To add insult to injury, we can't even get tax reform.

Many of the "forget about the deficit" schemes are being floated in advance of yet another debt ceiling crisis this Fall. They won't get through the Congress, but they will give Democrats blame game talking points.

The public debt of France, with a socialist president, is at 90 percent of GDP. The U.S., with a Democrat as president, is at 100 percent of GDP. Yet, the budget deficit crisis of 2011 was blamed on the Republican congress trying to seriously reduce the deficit. Democrats truly believe any debt ceiling is an illusory unconstitutional number. (As Senator Murray says, just pay the bills and be quiet please.)

Republicans were also blamed for the 1995 budget crisis. This was at the time of the first Republican majority in 40 years. They were elected on the promise to slow government spending. This conflicted with the Democratic Party's spending objectives. They tried to cut spending – got no agreement – so they surrendered to the Democrats after a partial shutdown of the government.

Here we are in 2012 with the Congressional Budget Office (CBO) warning of a devastating fiscal crisis as our debt soars, with yet another potential year end budget crisis awaiting us.
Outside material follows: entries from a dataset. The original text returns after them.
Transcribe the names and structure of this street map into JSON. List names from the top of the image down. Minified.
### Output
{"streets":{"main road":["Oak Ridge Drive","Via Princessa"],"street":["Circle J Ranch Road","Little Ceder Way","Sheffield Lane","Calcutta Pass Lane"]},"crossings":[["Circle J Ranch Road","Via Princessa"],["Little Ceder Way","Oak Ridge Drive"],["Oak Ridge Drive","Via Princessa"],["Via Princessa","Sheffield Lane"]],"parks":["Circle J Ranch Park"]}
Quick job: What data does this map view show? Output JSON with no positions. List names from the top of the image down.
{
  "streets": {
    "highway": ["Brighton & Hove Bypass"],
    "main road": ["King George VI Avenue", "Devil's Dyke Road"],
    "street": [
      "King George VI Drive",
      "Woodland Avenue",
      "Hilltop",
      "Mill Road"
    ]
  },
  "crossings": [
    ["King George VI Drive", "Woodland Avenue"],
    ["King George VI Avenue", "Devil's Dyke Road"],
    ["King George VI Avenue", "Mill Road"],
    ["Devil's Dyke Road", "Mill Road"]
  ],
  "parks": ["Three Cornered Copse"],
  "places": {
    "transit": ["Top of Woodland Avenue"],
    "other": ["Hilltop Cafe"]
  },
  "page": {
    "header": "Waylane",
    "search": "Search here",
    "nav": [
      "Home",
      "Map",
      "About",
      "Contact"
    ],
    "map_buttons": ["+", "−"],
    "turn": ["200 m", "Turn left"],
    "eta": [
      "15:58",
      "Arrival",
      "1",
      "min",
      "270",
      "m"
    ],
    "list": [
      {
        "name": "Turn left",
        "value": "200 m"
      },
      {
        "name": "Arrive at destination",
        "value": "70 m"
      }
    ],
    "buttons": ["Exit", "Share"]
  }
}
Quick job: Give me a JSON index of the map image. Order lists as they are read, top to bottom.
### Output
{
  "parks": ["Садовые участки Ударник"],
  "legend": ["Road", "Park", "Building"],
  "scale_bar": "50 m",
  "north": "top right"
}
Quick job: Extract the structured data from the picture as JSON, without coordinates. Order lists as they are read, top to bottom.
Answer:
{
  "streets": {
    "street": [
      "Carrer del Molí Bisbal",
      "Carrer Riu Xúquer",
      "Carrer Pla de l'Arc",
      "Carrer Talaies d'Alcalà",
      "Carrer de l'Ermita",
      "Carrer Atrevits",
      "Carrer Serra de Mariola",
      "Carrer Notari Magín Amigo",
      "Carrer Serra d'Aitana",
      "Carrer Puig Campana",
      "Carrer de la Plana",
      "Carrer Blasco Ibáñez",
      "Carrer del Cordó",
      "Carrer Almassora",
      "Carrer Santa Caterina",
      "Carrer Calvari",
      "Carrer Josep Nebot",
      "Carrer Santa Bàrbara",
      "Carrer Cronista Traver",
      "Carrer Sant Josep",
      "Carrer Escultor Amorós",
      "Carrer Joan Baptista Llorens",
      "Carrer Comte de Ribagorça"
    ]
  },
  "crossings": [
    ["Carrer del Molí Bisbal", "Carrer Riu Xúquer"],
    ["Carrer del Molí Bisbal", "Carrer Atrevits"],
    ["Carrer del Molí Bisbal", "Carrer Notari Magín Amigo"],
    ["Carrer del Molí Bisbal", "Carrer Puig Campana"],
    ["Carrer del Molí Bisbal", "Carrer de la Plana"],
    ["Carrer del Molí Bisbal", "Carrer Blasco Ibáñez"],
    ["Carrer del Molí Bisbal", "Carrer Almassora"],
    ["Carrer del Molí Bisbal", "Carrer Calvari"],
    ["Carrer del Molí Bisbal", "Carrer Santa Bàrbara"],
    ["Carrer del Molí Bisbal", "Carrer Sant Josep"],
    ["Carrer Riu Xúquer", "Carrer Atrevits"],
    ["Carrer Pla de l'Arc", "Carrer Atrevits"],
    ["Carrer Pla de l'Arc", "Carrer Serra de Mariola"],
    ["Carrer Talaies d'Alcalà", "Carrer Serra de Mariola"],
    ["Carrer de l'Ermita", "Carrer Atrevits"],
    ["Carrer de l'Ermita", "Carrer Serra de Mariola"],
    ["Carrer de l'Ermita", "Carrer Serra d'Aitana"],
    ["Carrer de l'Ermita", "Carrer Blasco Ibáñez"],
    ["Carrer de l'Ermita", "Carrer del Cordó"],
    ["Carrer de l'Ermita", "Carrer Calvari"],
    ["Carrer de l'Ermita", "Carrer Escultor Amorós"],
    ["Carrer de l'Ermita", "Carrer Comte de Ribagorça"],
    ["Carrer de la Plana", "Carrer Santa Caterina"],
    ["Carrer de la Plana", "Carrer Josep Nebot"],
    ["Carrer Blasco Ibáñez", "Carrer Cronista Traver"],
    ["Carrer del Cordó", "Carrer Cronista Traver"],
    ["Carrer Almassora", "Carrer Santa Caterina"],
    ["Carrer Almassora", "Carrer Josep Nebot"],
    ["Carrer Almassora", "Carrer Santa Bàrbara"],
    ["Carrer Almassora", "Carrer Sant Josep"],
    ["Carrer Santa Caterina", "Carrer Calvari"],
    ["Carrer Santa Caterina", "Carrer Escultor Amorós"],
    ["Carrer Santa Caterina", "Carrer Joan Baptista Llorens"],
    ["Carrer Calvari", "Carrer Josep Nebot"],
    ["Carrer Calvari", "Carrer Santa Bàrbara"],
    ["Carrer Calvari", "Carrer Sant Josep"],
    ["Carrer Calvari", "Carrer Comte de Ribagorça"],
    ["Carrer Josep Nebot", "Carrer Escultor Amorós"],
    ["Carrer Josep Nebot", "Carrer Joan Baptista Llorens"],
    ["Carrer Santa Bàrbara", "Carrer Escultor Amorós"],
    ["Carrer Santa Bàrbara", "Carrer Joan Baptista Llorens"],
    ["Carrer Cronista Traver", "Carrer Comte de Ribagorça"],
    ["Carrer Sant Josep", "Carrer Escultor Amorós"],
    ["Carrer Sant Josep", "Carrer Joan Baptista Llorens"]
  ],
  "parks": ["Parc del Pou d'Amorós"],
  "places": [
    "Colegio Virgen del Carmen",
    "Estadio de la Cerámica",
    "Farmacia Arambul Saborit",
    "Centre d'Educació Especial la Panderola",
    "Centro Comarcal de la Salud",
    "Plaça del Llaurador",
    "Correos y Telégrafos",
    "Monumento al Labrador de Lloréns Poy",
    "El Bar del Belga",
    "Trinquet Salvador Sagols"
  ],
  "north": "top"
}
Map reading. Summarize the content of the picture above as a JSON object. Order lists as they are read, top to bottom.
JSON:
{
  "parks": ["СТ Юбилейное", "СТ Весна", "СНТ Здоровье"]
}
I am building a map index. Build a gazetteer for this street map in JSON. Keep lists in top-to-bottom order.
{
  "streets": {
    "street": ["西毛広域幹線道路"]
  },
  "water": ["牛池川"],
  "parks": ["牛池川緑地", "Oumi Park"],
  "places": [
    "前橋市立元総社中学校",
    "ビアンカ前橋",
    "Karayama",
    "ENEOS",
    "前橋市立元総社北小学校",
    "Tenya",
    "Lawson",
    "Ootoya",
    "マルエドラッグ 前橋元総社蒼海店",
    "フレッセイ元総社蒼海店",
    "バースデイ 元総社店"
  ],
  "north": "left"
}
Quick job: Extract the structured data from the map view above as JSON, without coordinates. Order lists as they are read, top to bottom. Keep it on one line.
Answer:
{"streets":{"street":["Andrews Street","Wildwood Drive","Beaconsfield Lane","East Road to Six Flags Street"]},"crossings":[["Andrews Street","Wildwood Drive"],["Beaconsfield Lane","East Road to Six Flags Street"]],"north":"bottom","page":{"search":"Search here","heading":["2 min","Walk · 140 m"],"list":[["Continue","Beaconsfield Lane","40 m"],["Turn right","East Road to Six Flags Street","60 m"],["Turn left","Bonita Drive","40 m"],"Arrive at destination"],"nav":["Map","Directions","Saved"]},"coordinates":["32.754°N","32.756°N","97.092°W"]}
The CBO is begging for a grand bargain. Nothing will happen until after the November election with a lame duck congress. Each party wants to see who prevails. Even if the Republicans win, they would need a veto proof Senate – hardly likely. But it would at least facilitate a grand bargain and lay the groundwork for the almost impossible task of restoring fiscal sanity.

There are simply too many moving parts. (Think Obamacare plus 1 million.) It will take a generation to just downsize government to get a handle on this mess.

Progressive Democrats appear to have little concern for a budget with a debt ceiling – apart from their view that putting spending controls on a Congress violates the Constitution. That simply doesn't square with CBO's concern that growing debt "would increase the probability of a sudden fiscal crisis, during which investors would lose confidence in the government's ability to manage its budget…" What budget? The Democratic Senate hasn't even passed one.

This will not have a happy ending. President Obama does not govern or campaign as a uniter. It is not his style. He has been applauded for his skill as a rhetorician, not an inspiring leader. (His remarks at a Latino rally in Cincinnati when he wasn't on teleprompter: "If Latinos sit out the election, instead of saying, we're gonna punish our enemies and we're gonna reward our friends who stand with us…") Name one president who has used such language. He governs and campaigns like a union leader – brutal, divisive, identity politics.

If the Democrats win in November, the CBO might as well forget about their hope for a grand bargain.

It too will remain an illusion along with spending controls.

John Reiniers, a regular columnist for Hernando Today, lives in Spring Hill.